Try it:
Find how many lines below hold "align", and give that number as the entire answer.

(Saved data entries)
== Segment start ==

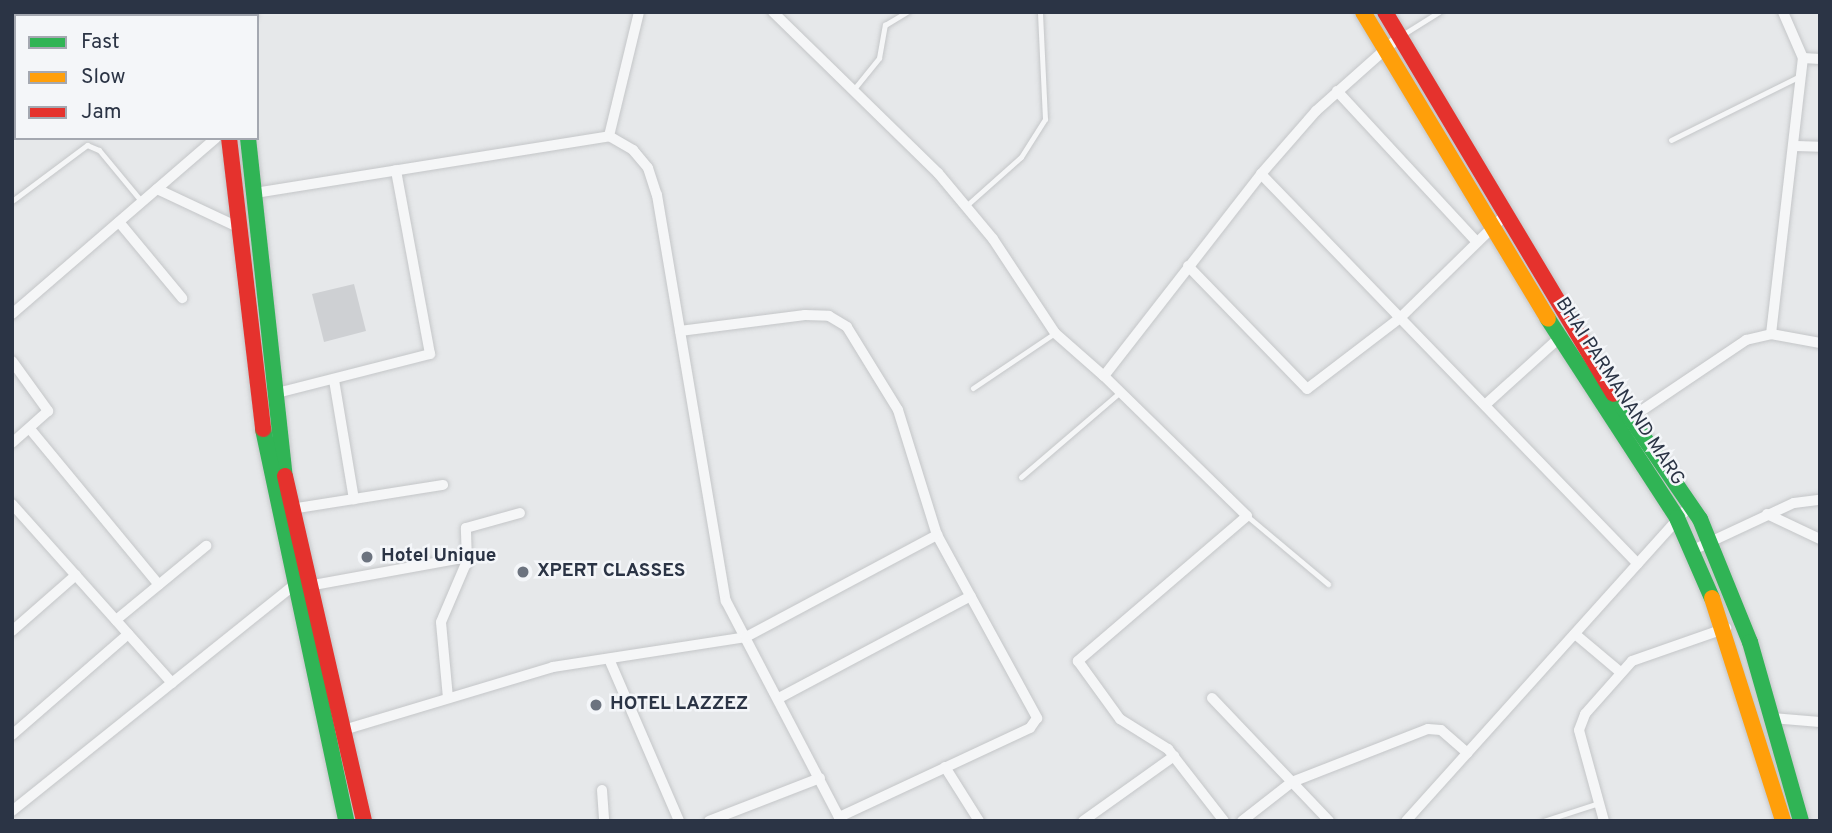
<!DOCTYPE html>
<style>
body{margin:0}
#map{position:relative;width:1832px;height:833px;overflow:hidden;background:#e6e8ea;font-family:Overpass,sans-serif}
div>[style]{position:absolute}
.building>*{inset:0;background:#ced0d3}
.roads{filter:drop-shadow(0 0 2px #c4c6c8) drop-shadow(0 0 2px #c4c6c8)}
.lane>*{height:5px;margin:-2.5px;padding:0 2.5px;transform-origin:2.5px;border-radius:2.5px;background:#f5f6f7}
.street>*{height:10px;margin:-5px;padding:0 5px;transform-origin:5px;border-radius:5px;background:#f5f6f7}
.fast>*{height:16px;margin:-8px;padding:0 8px;transform-origin:8px;border-radius:8px;background:#30b455}
.slow>*{height:16px;margin:-8px;padding:0 8px;transform-origin:8px;border-radius:8px;background:#ff9f0a}
.jam>*{height:16px;margin:-8px;padding:0 8px;transform-origin:8px;border-radius:8px;background:#e5322d}
.dots>*{width:19px;height:19px;translate:-50% -50%;box-sizing:border-box;border:4px solid #f4f6f9;border-radius:50%}
span{translate:-50% -50%;white-space:nowrap;text-align:center;line-height:1.15;-webkit-text-stroke:5px #f4f6f9;paint-order:stroke}
.street-label{font-size:19px;color:#2b3445}
.poi-label{font-size:19px;color:#2b3445;font-weight:700}
.left{translate:0 -50%;text-align:left}
.frame{position:absolute;inset:0;border:14px solid #2b3445;pointer-events:none}
.legend{position:absolute;left:14px;top:14px;width:245px;height:126px;box-sizing:border-box;background:#f4f6f9;border:2px solid #a4a8b1;margin:0;padding:9px 12px;list-style:none;font-size:21px;color:#2b3445}
.legend li{display:flex;align-items:center;gap:14px;height:35px}
.legend b{width:35px;border:2px solid #a4a8b1}
</style>
<div id="map">
<div class="building">
<div style="clip-path:polygon(354px 284px,366px 331px,324px 342px,312px 294px)"></div>
</div>
<div class="roads">
<div class="lane">
<div style="left:1402px;top:35px;width:44px;rotate:-31.9deg"></div>
<div style="left:854px;top:89px;width:40px;rotate:-51deg"></div>
<div style="left:879px;top:58px;width:34px;rotate:-80deg"></div>
<div style="left:885px;top:25px;width:26px;rotate:-31deg"></div>
<div style="left:1671px;top:140px;width:144px;rotate:-26.4deg"></div>
<div style="left:12px;top:201px;width:94px;rotate:-36.7deg"></div>
<div style="left:87px;top:145px;width:13px;rotate:23deg"></div>
<div style="left:99px;top:150px;width:67px;rotate:50.4deg"></div>
<div style="left:967px;top:205px;width:72px;rotate:-41.6deg"></div>
<div style="left:1021px;top:157px;width:45px;rotate:-57.7deg"></div>
<div style="left:1045px;top:119px;width:107px;rotate:-92.7deg"></div>
<div style="left:973px;top:388px;width:99px;rotate:-33.9deg"></div>
<div style="left:1021px;top:477px;width:130px;rotate:-40.6deg"></div>
<div style="left:1247px;top:516px;width:106px;rotate:40deg"></div>
<div style="left:1543px;top:821px;width:59px;rotate:-17.8deg"></div>
</div>
<div class="street">
<div style="left:773px;top:12px;width:231px;rotate:44.3deg"></div>
<div style="left:938px;top:173px;width:86px;rotate:50.2deg"></div>
<div style="left:993px;top:239px;width:113px;rotate:56.6deg"></div>
<div style="left:1055px;top:333px;width:65px;rotate:41.3deg"></div>
<div style="left:1104px;top:376px;width:256px;rotate:-52.1deg"></div>
<div style="left:1261px;top:174px;width:84px;rotate:-48.9deg"></div>
<div style="left:1316px;top:111px;width:111px;rotate:-41.7deg"></div>
<div style="left:1803px;top:58px;width:17px;rotate:3deg"></div>
<div style="left:1337px;top:91px;width:206px;rotate:47.2deg"></div>
<div style="left:609px;top:136px;width:128px;rotate:-76.4deg"></div>
<div style="left:1796px;top:146px;width:24px;rotate:2deg"></div>
<div style="left:1261px;top:174px;width:542px;rotate:45.97deg"></div>
<div style="left:157px;top:189px;width:94px;rotate:25.2deg"></div>
<div style="left:255px;top:193px;width:359px;rotate:-9.1deg"></div>
<div style="left:609px;top:136px;width:28px;rotate:30deg"></div>
<div style="left:633px;top:150px;width:23px;rotate:50deg"></div>
<div style="left:648px;top:168px;width:28px;rotate:72deg"></div>
<div style="left:657px;top:195px;width:412px;rotate:80.4deg"></div>
<div style="left:726px;top:601px;width:248px;rotate:62.4deg"></div>
<div style="left:119px;top:222px;width:99px;rotate:50.3deg"></div>
<div style="left:1188px;top:266px;width:171px;rotate:45.9deg"></div>
<div style="left:1307px;top:389px;width:117px;rotate:-37.4deg"></div>
<div style="left:1400px;top:318px;width:146px;rotate:-44.4deg"></div>
<div style="left:12px;top:314px;width:269px;rotate:-40.8deg"></div>
<div style="left:680px;top:331px;width:126px;rotate:-7.3deg"></div>
<div style="left:805px;top:315px;width:24px;rotate:2deg"></div>
<div style="left:829px;top:316px;width:21px;rotate:31deg"></div>
<div style="left:847px;top:327px;width:97px;rotate:58.4deg"></div>
<div style="left:898px;top:410px;width:131px;rotate:72.7deg"></div>
<div style="left:937px;top:535px;width:209px;rotate:61.3deg"></div>
<div style="left:1037px;top:718px;width:12px;rotate:125deg"></div>
<div style="left:1030px;top:728px;width:211px;rotate:155deg"></div>
<div style="left:1771px;top:334px;width:278px;rotate:-83.4deg"></div>
<div style="left:1803px;top:58px;width:50px;rotate:-113.5deg"></div>
<div style="left:12px;top:361px;width:62px;rotate:54.2deg"></div>
<div style="left:48px;top:411px;width:48px;rotate:138.4deg"></div>
<div style="left:1104px;top:376px;width:200px;rotate:44.4deg"></div>
<div style="left:1247px;top:516px;width:223px;rotate:139.4deg"></div>
<div style="left:1078px;top:661px;width:72px;rotate:54.1deg"></div>
<div style="left:1120px;top:719px;width:57px;rotate:32deg"></div>
<div style="left:1168px;top:749px;width:91px;rotate:52.1deg"></div>
<div style="left:334px;top:380px;width:121px;rotate:80.5deg"></div>
<div style="left:277px;top:393px;width:158px;rotate:-14.3deg"></div>
<div style="left:430px;top:354px;width:187px;rotate:-100.5deg"></div>
<div style="left:1485px;top:405px;width:98px;rotate:-42.1deg"></div>
<div style="left:1632px;top:417px;width:138px;rotate:-34deg"></div>
<div style="left:1746px;top:340px;width:26px;rotate:-13deg"></div>
<div style="left:1771px;top:334px;width:50px;rotate:10.4deg"></div>
<div style="left:30px;top:429px;width:202px;rotate:50.4deg"></div>
<div style="left:12px;top:504px;width:240px;rotate:48.2deg"></div>
<div style="left:291px;top:509px;width:154px;rotate:-9deg"></div>
<div style="left:1767px;top:514px;width:59px;rotate:25.3deg"></div>
<div style="left:1693px;top:550px;width:111px;rotate:-25deg"></div>
<div style="left:1794px;top:503px;width:26px;rotate:-7deg"></div>
<div style="left:308px;top:586px;width:162px;rotate:-10.3deg"></div>
<div style="left:116px;top:620px;width:117px;rotate:-39.4deg"></div>
<div style="left:12px;top:631px;width:85px;rotate:-41.2deg"></div>
<div style="left:1575px;top:634px;width:57px;rotate:40.1deg"></div>
<div style="left:609px;top:659px;width:176px;rotate:66.6deg"></div>
<div style="left:448px;top:698px;width:76px;rotate:-95.3deg"></div>
<div style="left:441px;top:622px;width:66px;rotate:-66.9deg"></div>
<div style="left:467px;top:561px;width:33px;rotate:-92deg"></div>
<div style="left:466px;top:528px;width:56px;rotate:-15.5deg"></div>
<div style="left:779px;top:698px;width:217px;rotate:-28deg"></div>
<div style="left:1212px;top:698px;width:170px;rotate:46.4deg"></div>
<div style="left:1772px;top:718px;width:48px;rotate:4.8deg"></div>
<div style="left:340px;top:731px;width:222px;rotate:-16.7deg"></div>
<div style="left:553px;top:667px;width:195px;rotate:-8.8deg"></div>
<div style="left:746px;top:637px;width:217px;rotate:-28.1deg"></div>
<div style="left:12px;top:735px;width:154px;rotate:-41deg"></div>
<div style="left:945px;top:767px;width:64px;rotate:57.8deg"></div>
<div style="left:602px;top:790px;width:31px;rotate:86deg"></div>
<div style="left:12px;top:811px;width:365px;rotate:-38.7deg"></div>
<div style="left:709px;top:821px;width:119px;rotate:-21.2deg"></div>
<div style="left:1083px;top:821px;width:112px;rotate:-35.5deg"></div>
<div style="left:1242px;top:821px;width:63px;rotate:-38deg"></div>
<div style="left:1292px;top:782px;width:146px;rotate:-21.3deg"></div>
<div style="left:1428px;top:729px;width:13px;rotate:4deg"></div>
<div style="left:1441px;top:730px;width:35px;rotate:41deg"></div>
<div style="left:1406px;top:821px;width:426px;rotate:-48deg"></div>
<div style="left:1604px;top:821px;width:94px;rotate:-105.4deg"></div>
<div style="left:1579px;top:730px;width:17px;rotate:-69deg"></div>
<div style="left:1585px;top:714px;width:71px;rotate:-48.4deg"></div>
<div style="left:1632px;top:661px;width:100px;rotate:-19.3deg"></div>
</div>
<div class="fast">
<div style="left:248px;top:138px;width:340px;rotate:83.8deg"></div>
<div style="left:1548px;top:319px;width:237px;rotate:57deg"></div>
<div style="left:1677px;top:518px;width:87px;rotate:66.4deg"></div>
<div style="left:1614px;top:394px;width:152px;rotate:55.5deg"></div>
<div style="left:1700px;top:519px;width:133px;rotate:67.9deg"></div>
<div style="left:1750px;top:642px;width:186px;rotate:74.1deg"></div>
<div style="left:263px;top:429px;width:401px;rotate:78deg"></div>
</div>
<div class="slow">
<div style="left:168px;top:12px;width:5px;rotate:53deg"></div>
<div style="left:200px;top:12px;width:4px;rotate:90deg"></div>
<div style="left:217px;top:12px;width:4px;rotate:90deg"></div>
<div style="left:1363px;top:12px;width:358px;rotate:58.9deg"></div>
<div style="left:248px;top:16px;width:4px;rotate:-63deg"></div>
<div style="left:1712px;top:598px;width:234px;rotate:72.3deg"></div>
</div>
<div class="jam">
<div style="left:1385px;top:12px;width:445px;rotate:59.1deg"></div>
<div style="left:229px;top:138px;width:293px;rotate:83.3deg"></div>
<div style="left:285px;top:476px;width:354px;rotate:77.1deg"></div>
</div>
</div>
<div class="dots">
<div style="left:367px;top:557px;background:#6c737f"></div>
<div style="left:523px;top:572px;background:#6c737f"></div>
<div style="left:596px;top:705px;background:#6c737f"></div>
</div>
<div class="street-label">
<span style="left:1619px;top:392px;rotate:57deg">BHAI PARMANAND MARG</span>
</div>
<div class="poi-label">
<span class="left" style="left:381px;top:557px">Hotel Unique</span>
<span class="left" style="left:537px;top:572px">XPERT CLASSES</span>
<span class="left" style="left:610px;top:705px">HOTEL LAZZEZ</span>
</div>
<div class="frame"></div>
<ul class="legend">
<li><b style="height:9px;background:#30b455"></b>Fast</li>
<li><b style="height:9px;background:#ff9f0a"></b>Slow</li>
<li><b style="height:9px;background:#e5322d"></b>Jam</li>
</ul>
</div>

== Segment end ==

Written response:
3